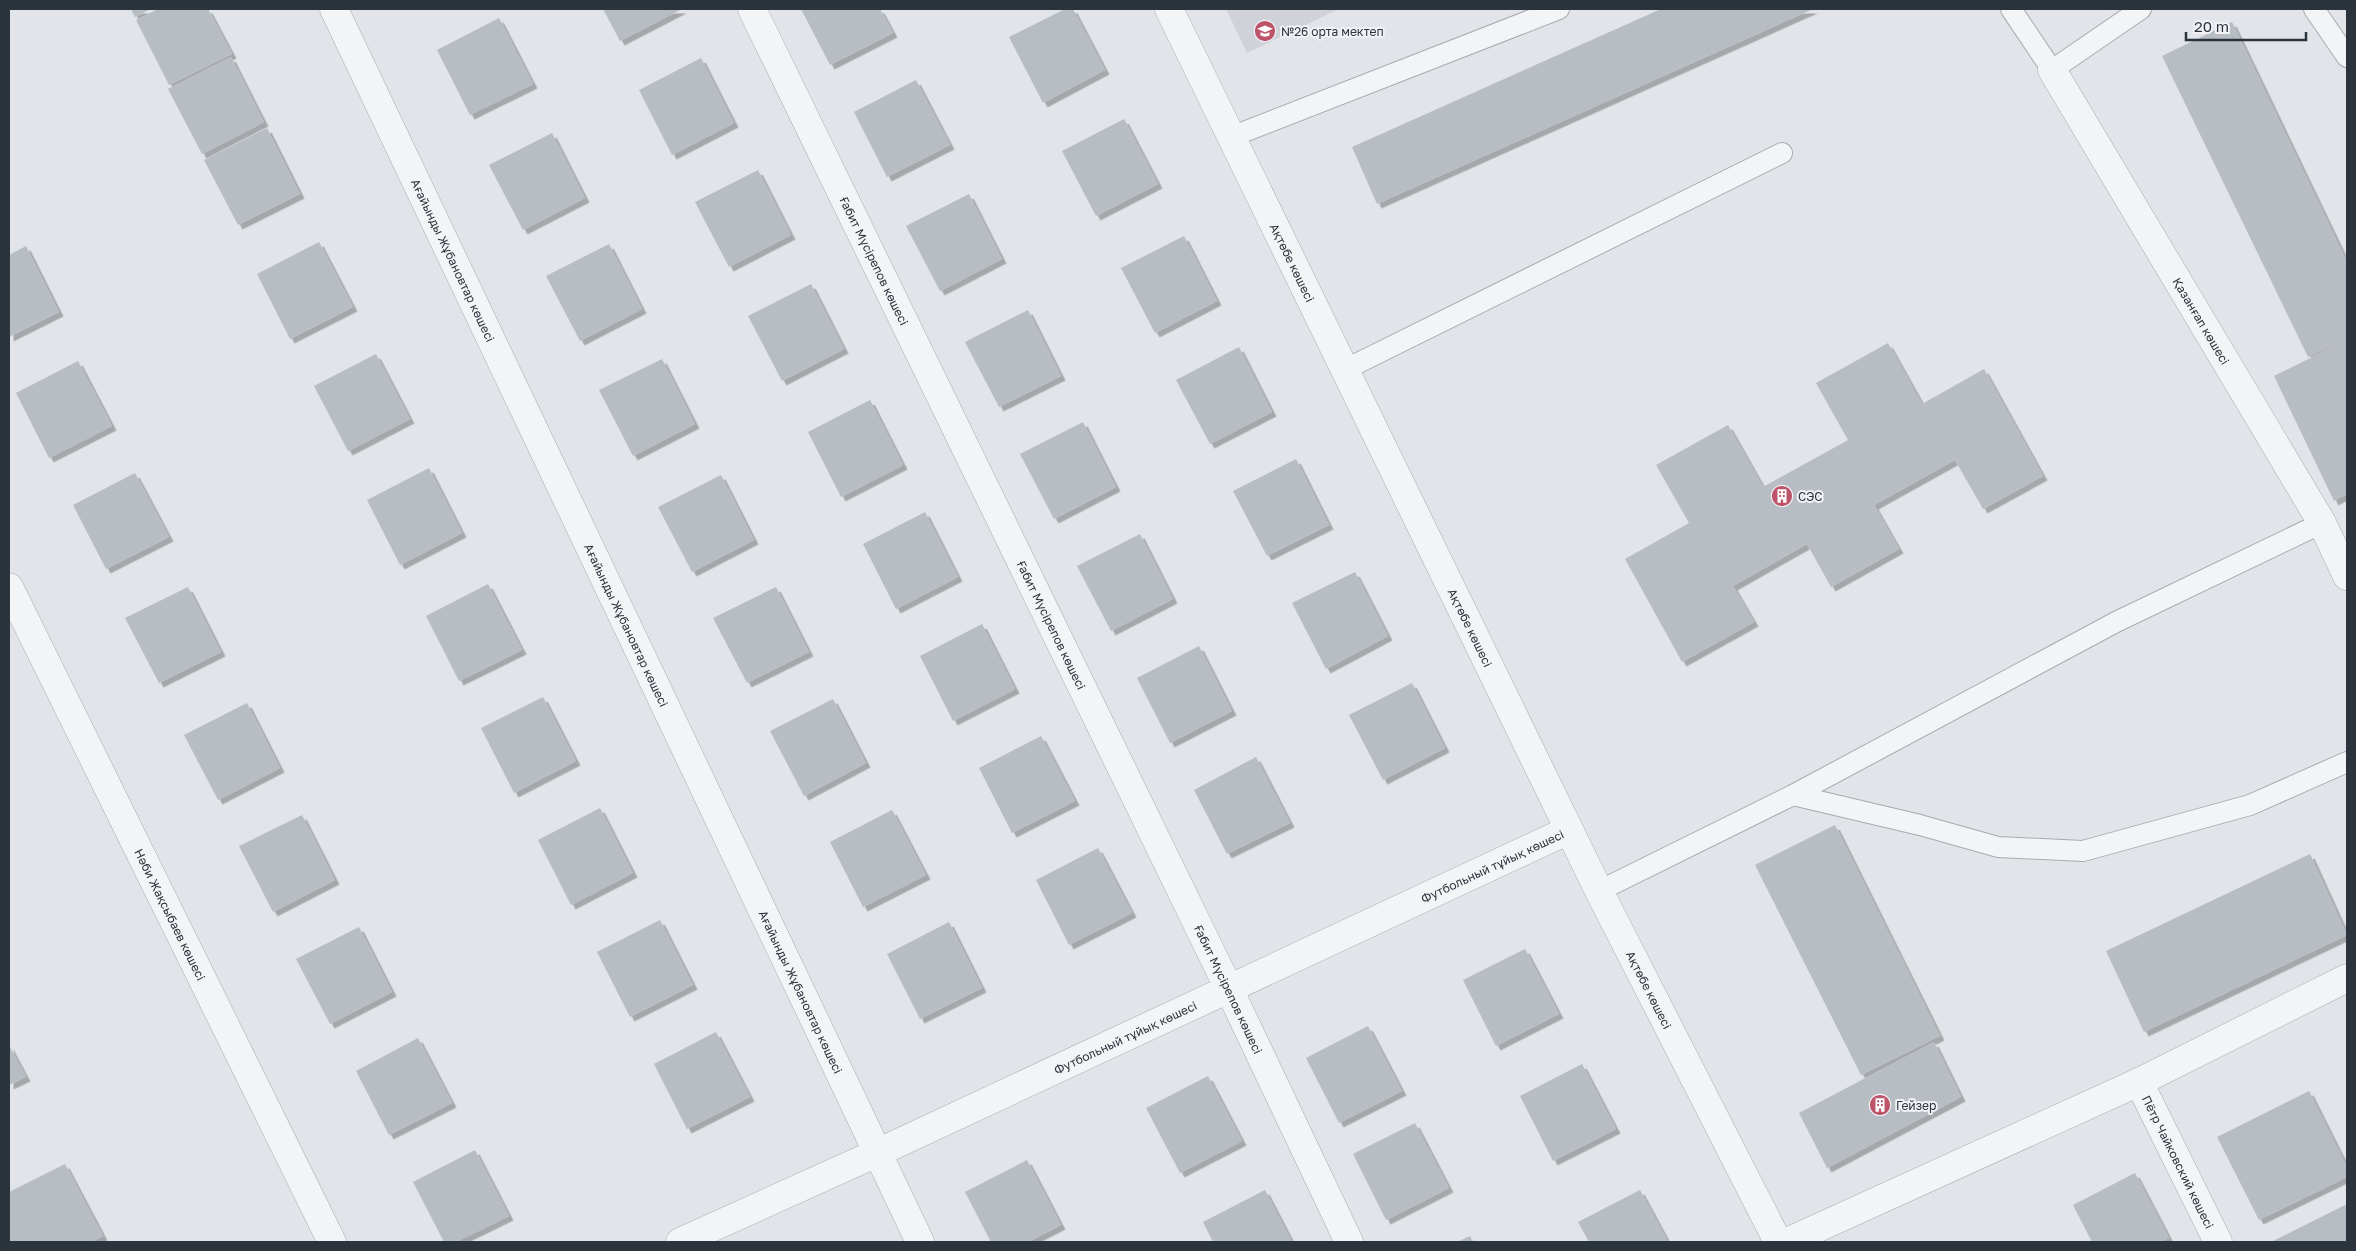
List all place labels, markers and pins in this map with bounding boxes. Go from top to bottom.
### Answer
school or university icon: №26 орта мектеп [1253,19,1277,43]
place label: №26 орта мектеп [1281,24,1384,39]
building icon: СЭС [1770,484,1794,508]
place label: СЭС [1798,489,1822,504]
building icon: Гейзер [1868,1093,1892,1117]
place label: Гейзер [1896,1098,1936,1113]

________________

* [What to do] All entries above are to be set down word for word, and the pictures are to be left out.

* [Problem solution]
List all place labels, markers and pins in this map with bounding boxes. Go from top to bottom.
### Answer
school or university icon: №26 орта мектеп [1253,19,1277,43]
place label: №26 орта мектеп [1281,24,1384,39]
building icon: СЭС [1770,484,1794,508]
place label: СЭС [1798,489,1822,504]
building icon: Гейзер [1868,1093,1892,1117]
place label: Гейзер [1896,1098,1936,1113]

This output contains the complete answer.